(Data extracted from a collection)
# # # # # # #

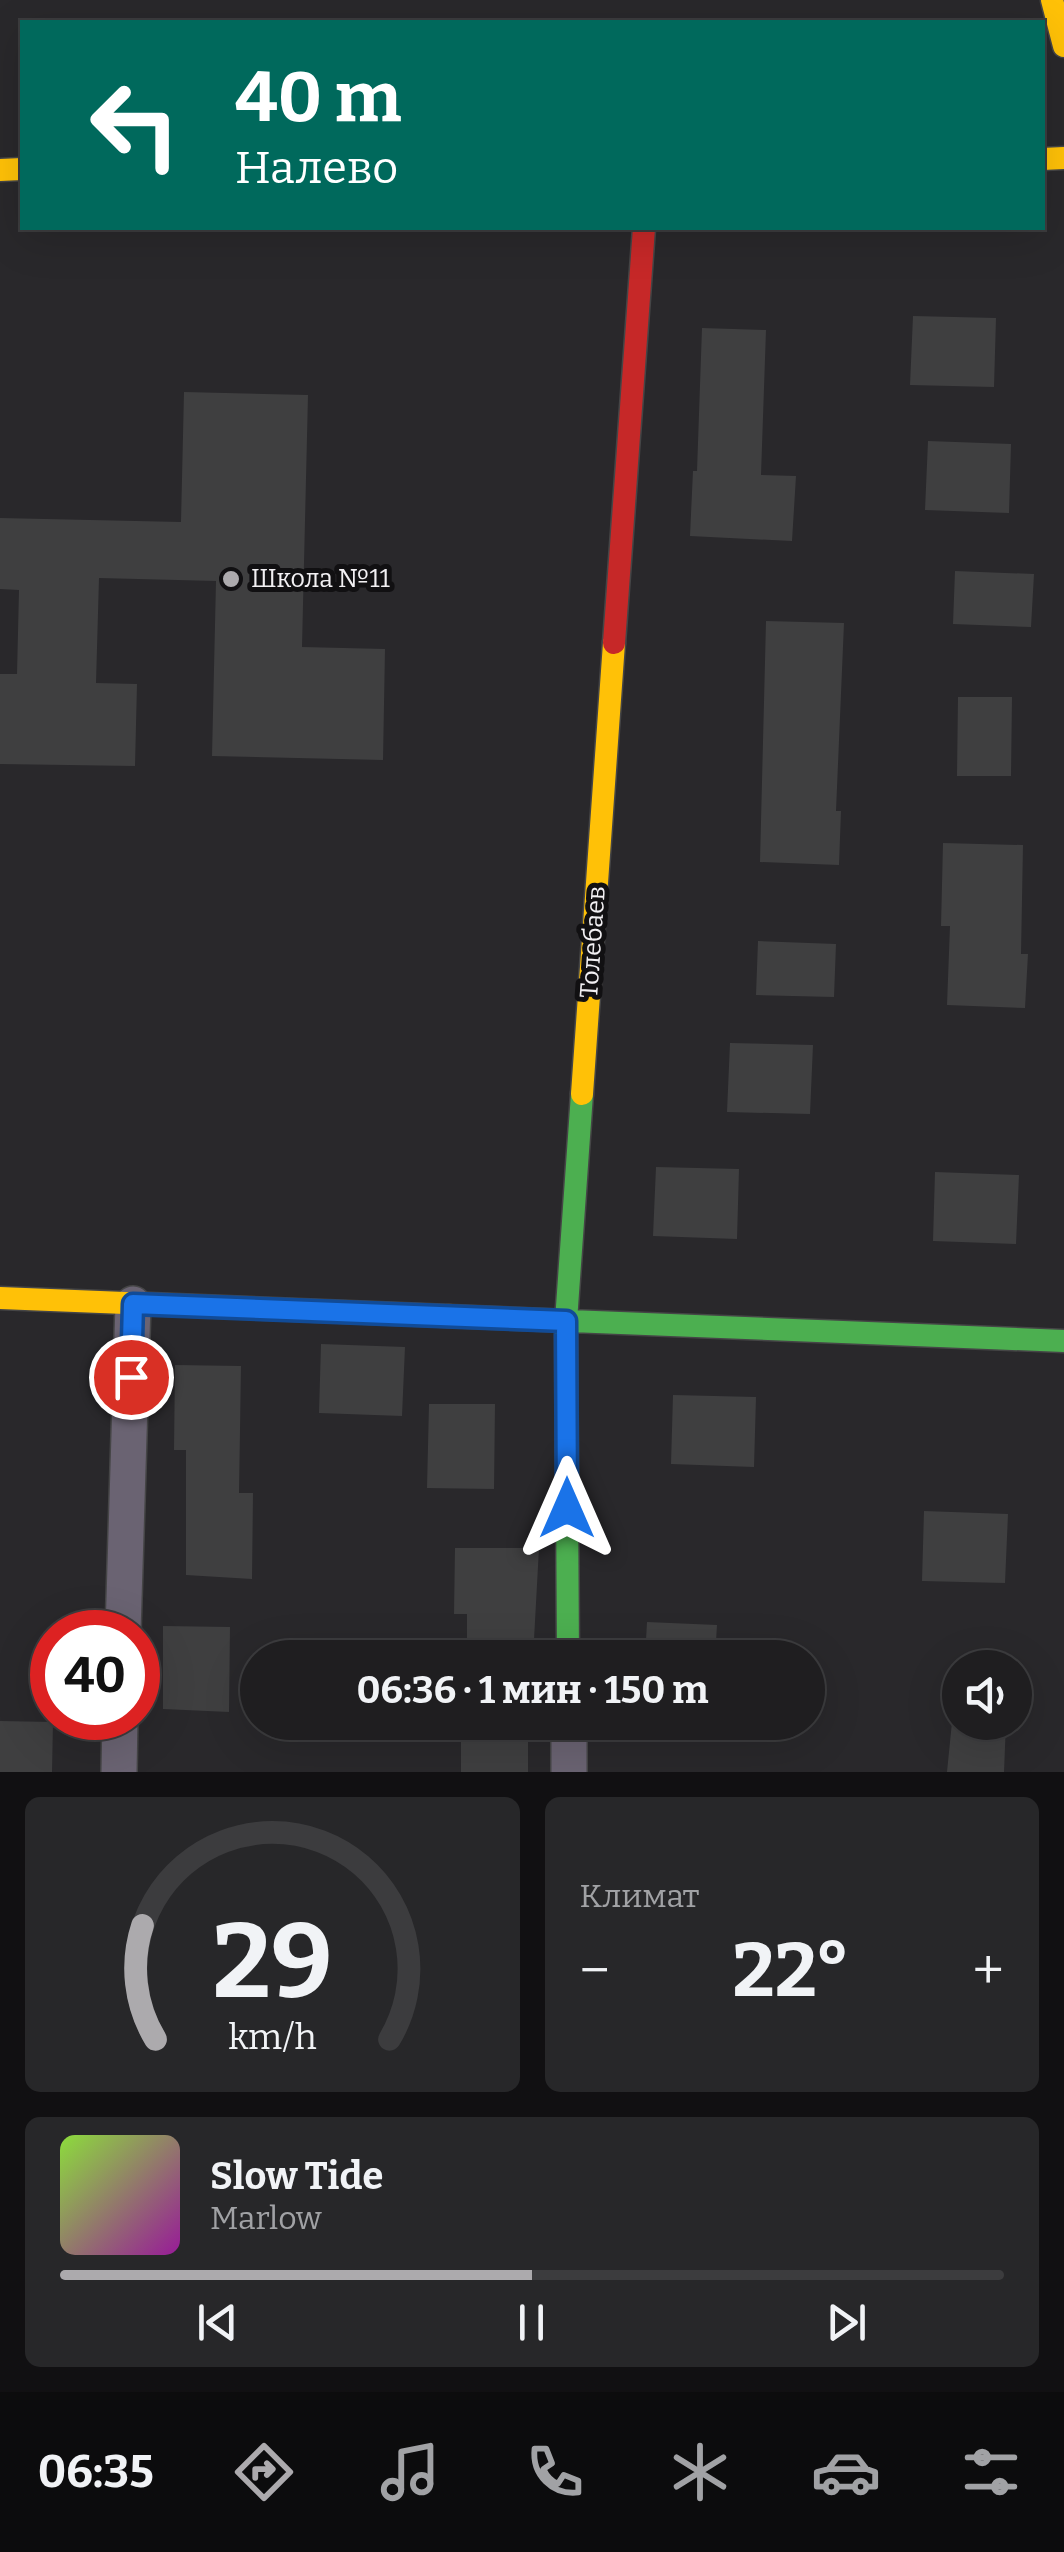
<!DOCTYPE html>
<html lang="ru">
<meta charset="utf-8">
<style>
body{margin:0;font-family:Bitter,serif;background:#272729;color:#f1f3f6;height:100vh;display:flex;flex-direction:column;font-size:38px;white-space:nowrap}
*{box-sizing:border-box;margin:0}
p{font-size:32px;color:#a1a2a5}
.icon{flex:none;width:55px;height:55px;fill:none;stroke:currentColor;stroke-width:2;stroke-linecap:round;stroke-linejoin:round}
.map{position:relative;height:1772px;overflow:hidden}
.panel{display:flex;flex-direction:column;gap:25px;padding:25px;background:#111012;flex:1}
.panel>*{flex:none}
.banner{position:absolute;left:20px;top:20px;width:1025px;height:210px;border-radius:0px;box-shadow:0 10px 40px #0002,0 0 0 2px #3c3c3e;background:#00695c;color:#fff;overflow:hidden}
.controls{position:absolute;left:942px;top:1650px;display:grid;gap:20px}
.controls a{display:grid;place-items:center;width:90px;height:90px;border-radius:50%;background:#1f1e20;box-shadow:0 10px 40px #0002,0 0 0 2px #3c3c3e;font-size:50px}
.speed{position:absolute;left:30px;top:1610px;display:flex;gap:20px;font-size:50px;font-weight:700;text-align:center}
.speed>*{display:grid;place-content:center;width:130px;height:130px;border-radius:50%;background:#1f1e20;box-shadow:0 10px 40px #0002,0 0 0 2px #3c3c3e;line-height:1}
.speed .limit{border:15px solid #d22;background:#fff;color:#111}
.pin{position:absolute;display:grid;place-items:center;width:85px;height:85px;color:#fff;margin:-42px;border:5px solid #fff;border-radius:50%;box-shadow:0 2px 10px #0007}
.me{position:absolute;width:110px;margin:-55px;rotate:0deg;stroke-linejoin:round;filter:drop-shadow(0 0 8px #0008)}
.turn{display:flex;align-items:center;gap:35px;height:210px;padding:0 50px;font-size:45px}
.turn .icon{width:130px;height:130px;stroke-width:2.5}
.turn b{display:block;font-size:70px;line-height:85px}
.big{font-size:75px;font-weight:700;line-height:1.1}
.panel .tile{flex:1;display:flex;flex-direction:column;justify-content:center;gap:15px;min-width:0;padding:0 35px;border-radius:15px;background:#272729}
.panel .dial{align-items:center;gap:0}
.dial svg{height:260px;overflow:visible;fill:none;stroke:#3c3c3e;stroke-width:7;stroke-linecap:round;text-anchor:middle}
.dial text{fill:#f1f3f6;stroke:none}
.song{display:flex;align-items:center;gap:30px}
.cover{width:120px;height:120px;border-radius:15px;background:linear-gradient(135deg,hsl(90 70% 55%),hsl(300 70% 35%))}
.played{height:10px;border-radius:5px;background:linear-gradient(90deg,#acaaad 50%,#3c3c3e 50%)}
.keys{display:flex;justify-content:space-around;direction:ltr}
.heat{display:flex;justify-content:space-between;align-items:center;font-size:55px;direction:ltr}
.panel .tiles{flex:1;display:grid;gap:25px;grid-template-columns:1fr 1fr}
.tile:last-child{grid-column:span 2}
.trip{position:absolute;left:240px;top:1640px;width:585px;height:100px;border-radius:50px;background:#1f1e20;box-shadow:0 10px 40px #0002,0 0 0 2px #3c3c3e;font-weight:700;line-height:100px;text-align:center}
.tabs{display:flex;height:160px;justify-content:space-around;align-items:center;background:#0c0c0d;color:#a1a2a5}
.tabs .icon{width:70px;height:70px}
.tabs .active{color:#acaaad}
.tabs b{font-size:45px;color:#f1f3f6}
.map>svg:first-child{display:block}
.building{fill:#3f3f40}
.lines{fill:none;stroke-linecap:round;stroke-linejoin:round}
.street-casing{stroke:#454546;stroke-width:38}
.fast-casing{stroke:#454546;stroke-width:25}
.slow-casing{stroke:#454546;stroke-width:25}
.jam-casing{stroke:#454546;stroke-width:25}
.street{stroke:#6a6372;stroke-width:35}
.fast{stroke:#4caf50;stroke-width:22}
.slow{stroke:#ffc107;stroke-width:22}
.jam{stroke:#c62828;stroke-width:22}
.route-casing{stroke:#114b97;stroke-width:25}
.route{stroke:#1a73e8;stroke-width:18}
.poi-dot{fill:#acaaad;stroke:#111012;stroke-width:4}
.labels{text-anchor:middle;dominant-baseline:central;stroke-width:10;stroke-linejoin:round;paint-order:stroke}
.poi-label{font-size:25px;fill:#f2f0f3;stroke:#111012;text-anchor:start}
.street-label{font-size:25px;fill:#f2f0f3;stroke:#111012}
</style>
<div class="map">
<svg width="1064" height="1772" viewBox="0 0 1064 1772">
<rect width="100%" height="100%" fill="#29282b"/>
<path class="building" d="M913,316L996,318L994,387L910,385Z
M702,328L766,330L761,475L796,476L792,541L690,536L693,471H697Z
M184,392L308,395L302,647L385,649L383,760L212,756L216,581L99,578L96,683L137,684L135,766L0,764V674H17L19,590L0,589V518L181,522Z
M928,441L1011,444L1009,513L925,510Z
M955,571L1034,574L1031,627L953,624Z
M766,621L844,623L836,811H841L839,865L760,862Z
M958,697H1012L1011,776H957Z
M943,843L1023,845L1021,954H1028L1025,1008L947,1005L950,926H941Z
M758,941L836,944L834,997L756,995Z
M730,1043L813,1045L810,1114L727,1112Z
M656,1167L739,1169L737,1239L653,1236Z
M935,1172L1019,1175L1016,1244L933,1241Z
M321,1344L405,1347L402,1416L319,1413Z
M175,1365L241,1366L239,1493H253L252,1579L186,1575V1450H174Z
M673,1395L756,1397L754,1467L671,1464Z
M429,1404H495L494,1489L427,1488Z
M924,1511L1008,1514L1005,1583L922,1581Z
M455,1548H539L533,1658H467V1614H454Z
M647,1622L717,1625L715,1658H645Z
M163,1626L230,1627L229,1712L163,1709Z
M0,1721L53,1722L52,1772H0Z
M467,1722H528V1772H461V1737H467Z
M952,1722H1006L1004,1772H947Z"/>
<g class="lines">
<defs>
<path id="street" d="M123,1632L133,1304
M569,1722V1772
M119,1772L120,1718"/>
<path id="fast" d="M449,1316L1064,1341
M568,1658L566,1321L582,1094"/>
<path id="slow" d="M1052,0L1064,46
M1042,159L1064,158
M0,170L22,169
M582,1094L614,643
M0,1298L449,1316"/>
<path id="jam" d="M614,643L644,228"/>
</defs>
<use href="#street" class="street-casing"/>
<use href="#fast" class="fast-casing"/>
<use href="#slow" class="slow-casing"/>
<use href="#jam" class="jam-casing"/>
<use href="#street" class="street"/>
<use href="#fast" class="fast"/>
<use href="#slow" class="slow"/>
<use href="#jam" class="jam"/>
</g>
<g class="lines">
<defs>
<path id="route" d="M131,1377L133,1304L566,1321L567,1508"/>
</defs>
<use href="#route" class="route-casing"/>
<use href="#route" class="route"/>
</g>
<circle class="poi-dot" cx="231" cy="579" r="10"/>
<g class="labels">
<g class="poi-label">
<text x="251" y="579">Школа №11</text>
</g>
<g class="street-label">
<text transform="translate(593 942) rotate(-86)">Толебаев</text>
</g>
</g>
</svg>
<div class="controls">
<a><svg class="icon" aria-label="sound" viewBox="0 0 24 24"><path d="M4 9h4l5-4v14l-5-4H4zM17 9q2 3 0 6"/></svg></a>
</div>
<div class="speed"><div class="limit">40</div></div>
<div class="pin" style="left:131px;top:1377px;background:#d93025"><svg class="icon" aria-label="arrive" viewBox="0 0 24 24"><path d="M6 21V4h12l-3 4 3 4H6"/></svg></div>
<svg class="me" style="left:567px;top:1508px" viewBox="-20 -20 40 40"><path d="M0-17L14 15 0 8-14 15z" fill="#1a73e8" stroke="#fff" stroke-width="4"/></svg>
<div class="trip">06:36 · 1 мин · 150 m</div>
<div class="banner">
<div class="turn"><svg class="icon" aria-label="left" viewBox="0 0 24 24"><path d="M17 20v-9H6M10 6l-5 5 5 5"/></svg><div><b>40 m</b>Налево</div></div>
</div>
</div>
<section class="panel">
<div class="tiles">
<div class="tile dial"><svg viewBox="0 0 100 80">
<path d="M14 69A42 42 0 1 1 86 69"/>
<path d="M14 69A42 42 0 0 1 10 34" stroke="#acaaad"/>
<text x="50" y="56" font-size="32" font-weight="700">29</text>
<text x="50" y="72" font-size="11">km/h</text>
</svg></div>
<div class="tile"><p>Климат</p>
<div class="heat"><a>−</a><b class="big">22°</b><a>+</a></div>
</div>
<div class="tile">
<div class="song"><i class="cover"></i><div><b>Slow Tide</b><p>Marlow</p></div></div>
<div class="played"></div>
<div class="keys"><svg class="icon" aria-label="previous" viewBox="0 0 24 24"><path d="M18 5L8 12l10 7zM5 5v14"/></svg><svg class="icon" aria-label="pause" viewBox="0 0 24 24"><path d="M8 5v14M16 5v14"/></svg><svg class="icon" aria-label="next" viewBox="0 0 24 24"><path d="M6 5l10 7-10 7zM19 5v14"/></svg></div>
</div>
</div>
</section>
<nav class="tabs">
<b>06:35</b>
<svg class="icon active" aria-label="directions" viewBox="0 0 24 24"><path d="M12 3l9 9-9 9-9-9zM9 14v-3h6M13 9l2 2-2 2"/></svg>
<svg class="icon" aria-label="music" viewBox="0 0 24 24"><path d="M9 18V5l10-2v13"/><circle cx="6" cy="18" r="3"/><circle cx="16" cy="16" r="3"/></svg>
<svg class="icon" aria-label="phone" viewBox="0 0 24 24"><path d="M5 4h4l2 5-3 2q2 4 5 5l2-3 5 2v4C11 20 4 13 5 4z"/></svg>
<svg class="icon" aria-label="climate" viewBox="0 0 24 24"><path d="M12 3v18M4 7l16 10M4 17L20 7"/></svg>
<svg class="icon" aria-label="car" viewBox="0 0 24 24"><path d="M5 17H2v-5l4-1 3-4h7l3 4 3 1v5h-3M9 17h6M6 11h13"/><circle cx="7" cy="17" r="2"/><circle cx="17" cy="17" r="2"/></svg>
<svg class="icon" aria-label="filters" viewBox="0 0 24 24"><path d="M4 7h16M4 17h16"/><circle cx="9" cy="7" r="2"/><circle cx="15" cy="17" r="2"/></svg>
</nav>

# # # # # # #

## [Description of the task]
Only a number is wanted here: the tally of lines in the entries that include the word "padding".

## [Solved problem]
3